Many students feel overwhelmed when I present this full spectrum of the yogic approach to food to them, and understandably so, as quite often it is in complete contrast with all the food habits which they have cultivated throughout their entire lives. Hence, some may feel that all this is simply too much to ask, or too big a change to make.
It’s true that when it comes to food, we are entering an area where we have our greatest attachments, and mere logic and reason alone stands little hope of influence on the average person. Many of you simply cannot imagine being a person who eats like a yogi.

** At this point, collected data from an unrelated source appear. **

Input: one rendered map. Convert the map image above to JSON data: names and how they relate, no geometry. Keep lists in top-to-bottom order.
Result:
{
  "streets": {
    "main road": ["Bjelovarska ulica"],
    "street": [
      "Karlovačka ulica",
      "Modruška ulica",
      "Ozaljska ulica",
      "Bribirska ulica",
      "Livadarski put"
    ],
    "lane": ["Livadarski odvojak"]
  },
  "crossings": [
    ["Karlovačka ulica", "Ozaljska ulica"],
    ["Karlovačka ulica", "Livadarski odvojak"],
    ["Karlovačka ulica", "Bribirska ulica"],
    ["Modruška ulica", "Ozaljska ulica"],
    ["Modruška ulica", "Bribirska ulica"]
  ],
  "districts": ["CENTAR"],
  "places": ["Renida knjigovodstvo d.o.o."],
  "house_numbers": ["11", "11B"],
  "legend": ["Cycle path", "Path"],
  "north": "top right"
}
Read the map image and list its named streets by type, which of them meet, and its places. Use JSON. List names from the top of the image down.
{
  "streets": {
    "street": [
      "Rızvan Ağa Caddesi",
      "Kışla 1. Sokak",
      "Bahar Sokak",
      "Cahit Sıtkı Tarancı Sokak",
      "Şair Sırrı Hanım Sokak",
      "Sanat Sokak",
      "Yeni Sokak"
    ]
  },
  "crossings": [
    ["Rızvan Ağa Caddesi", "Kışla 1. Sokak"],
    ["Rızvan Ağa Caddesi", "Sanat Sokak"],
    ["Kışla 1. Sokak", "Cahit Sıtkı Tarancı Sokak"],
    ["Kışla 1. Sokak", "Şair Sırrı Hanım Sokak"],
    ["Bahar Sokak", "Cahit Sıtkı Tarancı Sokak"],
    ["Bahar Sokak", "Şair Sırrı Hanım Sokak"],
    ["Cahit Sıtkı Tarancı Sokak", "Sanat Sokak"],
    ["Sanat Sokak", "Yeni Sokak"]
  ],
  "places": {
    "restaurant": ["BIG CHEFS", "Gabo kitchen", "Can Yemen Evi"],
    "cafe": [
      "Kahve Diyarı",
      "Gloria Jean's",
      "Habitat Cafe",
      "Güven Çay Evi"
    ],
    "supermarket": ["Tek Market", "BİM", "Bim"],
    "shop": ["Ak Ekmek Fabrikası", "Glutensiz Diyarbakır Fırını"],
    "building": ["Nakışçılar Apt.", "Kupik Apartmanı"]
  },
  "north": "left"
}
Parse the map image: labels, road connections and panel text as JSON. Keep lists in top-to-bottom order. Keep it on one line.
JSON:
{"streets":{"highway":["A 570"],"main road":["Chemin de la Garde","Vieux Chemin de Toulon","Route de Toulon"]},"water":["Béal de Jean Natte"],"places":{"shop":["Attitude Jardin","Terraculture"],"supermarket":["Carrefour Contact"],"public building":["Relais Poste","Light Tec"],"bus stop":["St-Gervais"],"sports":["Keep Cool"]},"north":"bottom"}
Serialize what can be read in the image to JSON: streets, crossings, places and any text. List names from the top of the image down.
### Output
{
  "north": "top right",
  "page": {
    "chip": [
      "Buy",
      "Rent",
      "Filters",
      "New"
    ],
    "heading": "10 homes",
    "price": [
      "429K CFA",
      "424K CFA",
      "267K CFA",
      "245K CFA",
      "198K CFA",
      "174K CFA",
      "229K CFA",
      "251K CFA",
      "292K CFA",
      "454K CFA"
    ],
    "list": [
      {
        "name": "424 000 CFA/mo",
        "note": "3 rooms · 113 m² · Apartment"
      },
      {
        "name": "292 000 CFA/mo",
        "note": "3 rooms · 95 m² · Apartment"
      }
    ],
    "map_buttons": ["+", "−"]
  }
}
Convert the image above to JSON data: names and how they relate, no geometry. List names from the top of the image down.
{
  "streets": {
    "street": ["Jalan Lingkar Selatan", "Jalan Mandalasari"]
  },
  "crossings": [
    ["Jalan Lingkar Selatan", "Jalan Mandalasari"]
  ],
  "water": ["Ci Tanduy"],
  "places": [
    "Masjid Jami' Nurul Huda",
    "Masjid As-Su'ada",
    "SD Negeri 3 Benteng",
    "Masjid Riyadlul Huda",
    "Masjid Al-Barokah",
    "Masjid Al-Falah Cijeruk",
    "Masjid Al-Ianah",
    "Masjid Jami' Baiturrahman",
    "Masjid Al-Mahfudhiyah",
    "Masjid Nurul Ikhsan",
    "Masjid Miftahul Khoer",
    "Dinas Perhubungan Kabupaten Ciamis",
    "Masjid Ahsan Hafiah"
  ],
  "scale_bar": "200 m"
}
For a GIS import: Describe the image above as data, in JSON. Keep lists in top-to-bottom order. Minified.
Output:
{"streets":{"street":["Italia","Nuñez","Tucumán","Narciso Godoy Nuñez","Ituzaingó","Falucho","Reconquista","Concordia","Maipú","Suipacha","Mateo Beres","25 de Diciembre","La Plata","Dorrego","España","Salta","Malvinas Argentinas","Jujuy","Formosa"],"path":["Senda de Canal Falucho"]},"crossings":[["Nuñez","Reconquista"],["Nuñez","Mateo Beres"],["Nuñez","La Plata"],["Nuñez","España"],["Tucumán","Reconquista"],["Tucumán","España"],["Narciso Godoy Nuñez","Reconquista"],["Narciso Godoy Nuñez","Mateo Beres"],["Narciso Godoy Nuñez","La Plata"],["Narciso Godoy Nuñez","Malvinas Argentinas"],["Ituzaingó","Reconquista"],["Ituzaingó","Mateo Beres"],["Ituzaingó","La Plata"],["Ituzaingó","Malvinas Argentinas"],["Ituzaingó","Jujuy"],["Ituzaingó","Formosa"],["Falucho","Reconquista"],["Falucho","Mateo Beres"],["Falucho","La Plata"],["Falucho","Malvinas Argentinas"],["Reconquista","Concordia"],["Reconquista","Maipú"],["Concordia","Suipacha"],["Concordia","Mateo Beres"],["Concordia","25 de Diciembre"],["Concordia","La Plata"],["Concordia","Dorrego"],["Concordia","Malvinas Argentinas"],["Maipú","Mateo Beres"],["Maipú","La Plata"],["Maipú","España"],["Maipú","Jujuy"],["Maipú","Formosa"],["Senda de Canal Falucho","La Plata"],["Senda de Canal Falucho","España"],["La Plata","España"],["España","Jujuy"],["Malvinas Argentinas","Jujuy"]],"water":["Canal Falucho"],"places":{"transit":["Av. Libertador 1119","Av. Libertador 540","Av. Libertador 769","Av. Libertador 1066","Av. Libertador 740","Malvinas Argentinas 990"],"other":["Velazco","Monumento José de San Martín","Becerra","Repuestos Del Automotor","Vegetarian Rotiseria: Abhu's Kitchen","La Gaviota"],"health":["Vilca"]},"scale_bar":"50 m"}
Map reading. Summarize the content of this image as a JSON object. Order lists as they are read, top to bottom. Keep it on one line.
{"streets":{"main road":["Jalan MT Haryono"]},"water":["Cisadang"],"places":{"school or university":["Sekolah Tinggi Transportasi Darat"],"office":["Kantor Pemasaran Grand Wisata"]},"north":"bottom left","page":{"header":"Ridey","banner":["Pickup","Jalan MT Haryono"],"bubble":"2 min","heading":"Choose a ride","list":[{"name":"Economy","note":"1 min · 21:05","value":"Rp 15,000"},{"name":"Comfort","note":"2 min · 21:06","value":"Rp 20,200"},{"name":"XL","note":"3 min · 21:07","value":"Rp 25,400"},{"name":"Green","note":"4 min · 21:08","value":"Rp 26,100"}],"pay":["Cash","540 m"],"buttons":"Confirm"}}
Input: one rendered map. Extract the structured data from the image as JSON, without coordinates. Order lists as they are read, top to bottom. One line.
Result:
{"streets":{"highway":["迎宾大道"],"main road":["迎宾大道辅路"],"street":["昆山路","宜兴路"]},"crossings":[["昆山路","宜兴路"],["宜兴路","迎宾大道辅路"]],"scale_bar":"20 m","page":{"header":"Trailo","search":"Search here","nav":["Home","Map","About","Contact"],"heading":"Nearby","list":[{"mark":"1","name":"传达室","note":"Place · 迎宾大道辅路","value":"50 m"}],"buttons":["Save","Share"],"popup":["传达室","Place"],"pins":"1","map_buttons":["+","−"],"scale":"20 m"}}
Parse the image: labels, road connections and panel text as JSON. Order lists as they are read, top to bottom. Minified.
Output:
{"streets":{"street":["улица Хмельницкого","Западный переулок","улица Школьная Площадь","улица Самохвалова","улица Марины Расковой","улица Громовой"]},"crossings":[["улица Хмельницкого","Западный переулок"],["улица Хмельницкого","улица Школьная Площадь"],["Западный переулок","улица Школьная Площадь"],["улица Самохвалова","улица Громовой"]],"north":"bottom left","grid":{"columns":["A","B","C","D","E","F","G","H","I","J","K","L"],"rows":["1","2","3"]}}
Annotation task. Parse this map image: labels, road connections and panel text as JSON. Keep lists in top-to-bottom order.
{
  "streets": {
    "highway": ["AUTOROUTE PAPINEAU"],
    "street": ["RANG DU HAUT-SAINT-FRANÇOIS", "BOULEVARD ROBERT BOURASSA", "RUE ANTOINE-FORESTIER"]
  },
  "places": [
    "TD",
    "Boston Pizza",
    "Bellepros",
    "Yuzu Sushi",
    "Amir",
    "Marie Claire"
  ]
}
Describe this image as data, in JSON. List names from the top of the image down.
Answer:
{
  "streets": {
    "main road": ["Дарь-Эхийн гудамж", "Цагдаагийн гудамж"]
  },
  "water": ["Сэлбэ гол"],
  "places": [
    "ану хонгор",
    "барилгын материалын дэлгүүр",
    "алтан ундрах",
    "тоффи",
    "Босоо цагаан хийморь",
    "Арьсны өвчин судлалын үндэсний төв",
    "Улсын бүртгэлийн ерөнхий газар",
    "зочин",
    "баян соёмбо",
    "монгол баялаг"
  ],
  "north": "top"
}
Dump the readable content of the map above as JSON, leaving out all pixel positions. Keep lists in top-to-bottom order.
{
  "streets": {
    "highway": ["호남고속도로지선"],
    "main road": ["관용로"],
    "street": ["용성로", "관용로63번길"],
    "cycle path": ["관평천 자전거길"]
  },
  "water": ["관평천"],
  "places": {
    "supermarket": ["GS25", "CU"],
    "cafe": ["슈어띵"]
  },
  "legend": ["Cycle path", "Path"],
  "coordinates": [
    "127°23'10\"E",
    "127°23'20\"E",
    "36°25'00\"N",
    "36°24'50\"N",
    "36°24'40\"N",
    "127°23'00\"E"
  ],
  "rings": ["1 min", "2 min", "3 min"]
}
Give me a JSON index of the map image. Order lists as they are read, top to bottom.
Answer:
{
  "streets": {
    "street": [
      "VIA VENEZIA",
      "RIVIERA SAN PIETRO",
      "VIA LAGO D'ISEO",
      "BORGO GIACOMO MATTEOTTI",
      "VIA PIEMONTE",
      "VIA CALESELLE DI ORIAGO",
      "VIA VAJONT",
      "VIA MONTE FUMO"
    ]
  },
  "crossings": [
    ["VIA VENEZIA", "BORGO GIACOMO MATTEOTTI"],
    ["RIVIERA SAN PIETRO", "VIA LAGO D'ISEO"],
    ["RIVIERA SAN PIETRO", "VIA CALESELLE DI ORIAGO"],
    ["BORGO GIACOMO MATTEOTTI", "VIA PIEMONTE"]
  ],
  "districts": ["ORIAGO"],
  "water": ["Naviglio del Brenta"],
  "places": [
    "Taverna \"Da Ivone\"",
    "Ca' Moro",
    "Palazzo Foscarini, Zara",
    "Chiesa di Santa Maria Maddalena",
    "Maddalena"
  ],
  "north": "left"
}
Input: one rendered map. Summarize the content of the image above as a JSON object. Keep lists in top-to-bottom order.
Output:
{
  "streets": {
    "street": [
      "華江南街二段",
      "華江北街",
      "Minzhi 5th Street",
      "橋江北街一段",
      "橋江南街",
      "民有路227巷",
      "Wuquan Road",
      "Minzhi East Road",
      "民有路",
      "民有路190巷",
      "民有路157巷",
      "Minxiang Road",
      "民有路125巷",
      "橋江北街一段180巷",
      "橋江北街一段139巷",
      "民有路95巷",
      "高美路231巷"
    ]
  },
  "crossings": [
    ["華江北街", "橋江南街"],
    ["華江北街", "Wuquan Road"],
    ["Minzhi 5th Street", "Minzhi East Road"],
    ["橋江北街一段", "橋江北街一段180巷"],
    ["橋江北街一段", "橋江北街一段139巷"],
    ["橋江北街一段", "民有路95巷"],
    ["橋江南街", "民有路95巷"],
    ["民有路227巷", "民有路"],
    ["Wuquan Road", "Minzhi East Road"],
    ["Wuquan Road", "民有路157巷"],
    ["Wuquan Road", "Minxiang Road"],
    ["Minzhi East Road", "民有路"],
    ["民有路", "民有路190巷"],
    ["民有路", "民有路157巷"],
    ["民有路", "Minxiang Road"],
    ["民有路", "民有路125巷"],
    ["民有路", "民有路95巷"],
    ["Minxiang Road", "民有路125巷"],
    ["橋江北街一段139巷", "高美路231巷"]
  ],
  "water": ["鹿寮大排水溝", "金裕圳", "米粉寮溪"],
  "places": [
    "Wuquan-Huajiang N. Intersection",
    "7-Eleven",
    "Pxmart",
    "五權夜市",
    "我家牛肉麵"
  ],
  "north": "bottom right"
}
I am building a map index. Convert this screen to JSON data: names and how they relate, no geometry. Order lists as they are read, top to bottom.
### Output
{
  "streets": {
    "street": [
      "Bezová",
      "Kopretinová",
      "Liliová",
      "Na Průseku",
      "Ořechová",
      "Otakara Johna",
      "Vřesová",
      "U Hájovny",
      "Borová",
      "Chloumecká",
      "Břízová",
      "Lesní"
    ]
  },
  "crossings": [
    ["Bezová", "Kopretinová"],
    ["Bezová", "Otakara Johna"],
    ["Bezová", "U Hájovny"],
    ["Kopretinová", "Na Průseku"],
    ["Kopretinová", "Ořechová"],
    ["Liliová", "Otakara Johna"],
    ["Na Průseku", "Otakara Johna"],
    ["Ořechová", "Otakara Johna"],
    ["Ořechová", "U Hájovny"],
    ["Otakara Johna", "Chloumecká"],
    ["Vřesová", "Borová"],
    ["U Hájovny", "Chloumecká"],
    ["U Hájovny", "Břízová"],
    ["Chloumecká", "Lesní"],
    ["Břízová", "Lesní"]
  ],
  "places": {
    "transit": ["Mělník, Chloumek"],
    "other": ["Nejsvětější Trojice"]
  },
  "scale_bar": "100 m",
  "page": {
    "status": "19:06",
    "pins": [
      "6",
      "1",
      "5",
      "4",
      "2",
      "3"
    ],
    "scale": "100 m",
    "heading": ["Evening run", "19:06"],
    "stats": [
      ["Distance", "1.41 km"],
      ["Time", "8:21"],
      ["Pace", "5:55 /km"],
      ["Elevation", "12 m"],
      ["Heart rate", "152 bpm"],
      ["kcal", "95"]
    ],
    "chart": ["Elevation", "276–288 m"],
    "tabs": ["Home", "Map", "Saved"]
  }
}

You simply don’t want to do it!
If meat is a staple of your diet; if you regularly drink alcohol; eat decadent deserts and snacks; often take meals in crowded places amidst vibrant social and political settings; eat late and at erratic times; and often feast well beyond the point of physical necessity... then it would be foolish to think that tomorrow you would want to start eating exactly as I have outlined here...
.... or that it would even be possible for you to do so! Even if you succeeded for a day, how much longer would this new resolve really last?
I have given you many points of change for the better in this essay. Taken individually, you can hopefully see the logical value in each of them. Some of you may have the strength of will to change everything, just like that! – the same as the rare chain-smoker who goes 'cold turkey' one day and never looks back.
But for most, a gradual approach is the only way. When beneficial feelings, increased health and vibrancy, calmness and harmony start to encroach into your being from certain changes in eating habits, then this will be the fuel to stimulate further change.
It is like this throughout all of what we endeavour to do in yoga. A step-by-step approach ultimately takes one to a place that they could not fathom reaching from the start.
So if you eat meat daily, then don’t stop eating meat. Just stop eating meat 'daily'. Try to eat it 3 or 4 times a week; then when this becomes habit, cut back to once or twice a week, and so on and so on, until meat no longer become an essential craving in the diet and you can quite easily drop it all together if you like.
Likewise for all the other directives outlined in this article…
If you drink alcohol daily, lessen the amount. If you crave junk food and sweets… cut back.
Along with each reduction of rajasic and tamasic foods and habits, inject sattva – enlivening, lightening, fresh and wholesome foods, and nurturing, loving and divine qualities into the entire dining experience...
... and slowly, over time, you’ll notice profound transformations in your life that you may never have thought could be related to, or even associated with the habit of eating.
If you are experiencing lower, depressed agitated or distracted states of mind, remember that the food you eat can have a definite and sometimes even immediate affect on how you feel.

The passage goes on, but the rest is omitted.